2. The Joiner queries one or more external systems to (a) retrieve information based on the dimension id and (b) classify the event by topic, based on its text. Since each Joiner process receives sharded input, it is more likely to have the dimension information it needs in a cache, which reduces network calls to the external service. The output is then resharded by (event, topic) pair so that the Scorer can aggregate them in parallel.

3. The Scorer keeps a sliding window of the event counts per topic for recent history. It also keeps track of the long term trends for these counters. Based on the long term trend and the current counts, it computes a score for each (event, topic) pair and emits the score as its output to the Ranker, resharded by topic.

4. The Ranker computes the top K events for each topic per N minute time bucket.

In this example, the Filterer and Joiner are stateless and the Scorer and Ranker are stateful. At Facebook, each of the nodes can be implemented in Stylus. Puma apps can implement the Filterer and Ranker. The example Puma app in Figure 2 contains code for the Ranker. Although a Puma app can join with data in Laser, the Joiner node may need to query an arbitrary service for the Classifications, which Puma cannot do. Swift can only be used to implement the stateless nodes.

A consumer service queries the Ranker periodically to get the top K events for each topic. Alternatively, the Ranker can publish its results to Laser and the consumer service can query Laser. Puma is designed to handle thousands of queries per second per app, whereas Laser is designed to handle millions. Querying Laser is also a better choice when the query latency requirements are in milliseconds.

4. DESIGN DECISIONS

In this section, we present five design decisions. These decisions are summarized in Table 4, where we show which capabilities each decision affects. For each one, we categorize the alternatives and explain how they affect the relevant capabilities. Then we discuss the pros and cons of our decision for Facebook's systems.

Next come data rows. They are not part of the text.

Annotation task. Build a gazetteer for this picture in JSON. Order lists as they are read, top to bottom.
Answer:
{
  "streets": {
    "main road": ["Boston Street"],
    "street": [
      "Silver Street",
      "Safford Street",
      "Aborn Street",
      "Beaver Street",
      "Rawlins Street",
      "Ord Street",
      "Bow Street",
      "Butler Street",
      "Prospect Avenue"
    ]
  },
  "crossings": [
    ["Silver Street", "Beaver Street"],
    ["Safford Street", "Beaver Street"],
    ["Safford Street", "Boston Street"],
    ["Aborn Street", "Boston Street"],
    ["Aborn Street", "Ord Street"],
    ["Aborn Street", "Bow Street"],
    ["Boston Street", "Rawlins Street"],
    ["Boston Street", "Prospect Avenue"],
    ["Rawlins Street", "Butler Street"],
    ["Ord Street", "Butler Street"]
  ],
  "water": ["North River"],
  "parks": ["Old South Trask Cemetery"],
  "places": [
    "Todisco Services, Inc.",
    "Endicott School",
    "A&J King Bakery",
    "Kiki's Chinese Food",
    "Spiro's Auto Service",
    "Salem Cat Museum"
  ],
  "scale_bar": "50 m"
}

Table 5 summarizes which alternatives were chosen by a variety of realtime systems, both at Facebook and in the related literature.

4.1 Language paradigm

The first design decision is the type of language that people will use to write applications in the system. This decision determines how easy it is to write applications and how much control the application writer has over their performance.

4.1.1 Choices

There are three common choices:

? Declarative: SQL is (mostly) declarative. SQL is the simplest and fastest to write. A lot of people already know SQL, so their ramp-up is fast. However, the downside of SQL is its limited expressiveness. Many systems add functions to SQL for operations such as hashing and string operators. For example, Streambase [27], S-Store [21] and STREAM [12] provide SQLbased stream processing.

? Functional: Functional programming models [10, 30, 32] represent an application as a sequence of predefined operators. It is still simple to write an application, but the user has more control over the order of operations and there are usually more operations available.

? Procedural: C++, Java, and Python are all common procedural languages. They offer the most flexibility and (usually) the highest performance. The application writer has complete control over the data structures and execution. However, they also take the most time to write and test and require the most language expertise. S4 [22], Storm [28], Heron [20], and Samza [4] processors are all examples of procedural stream processing systems.

4.1.2 Languages at Facebook

In our environment at Facebook, there is no single language that fits all use cases. Needing different languages (and the different levels of ease of use and performance they provide) is the main reason why we have three different stream processing systems.

Puma applications are written in SQL. A Puma app can be written and tested in under an hour, which makes it very ease to use. Puma apps have good throughput and can increase their throughput by using more parallel processing nodes.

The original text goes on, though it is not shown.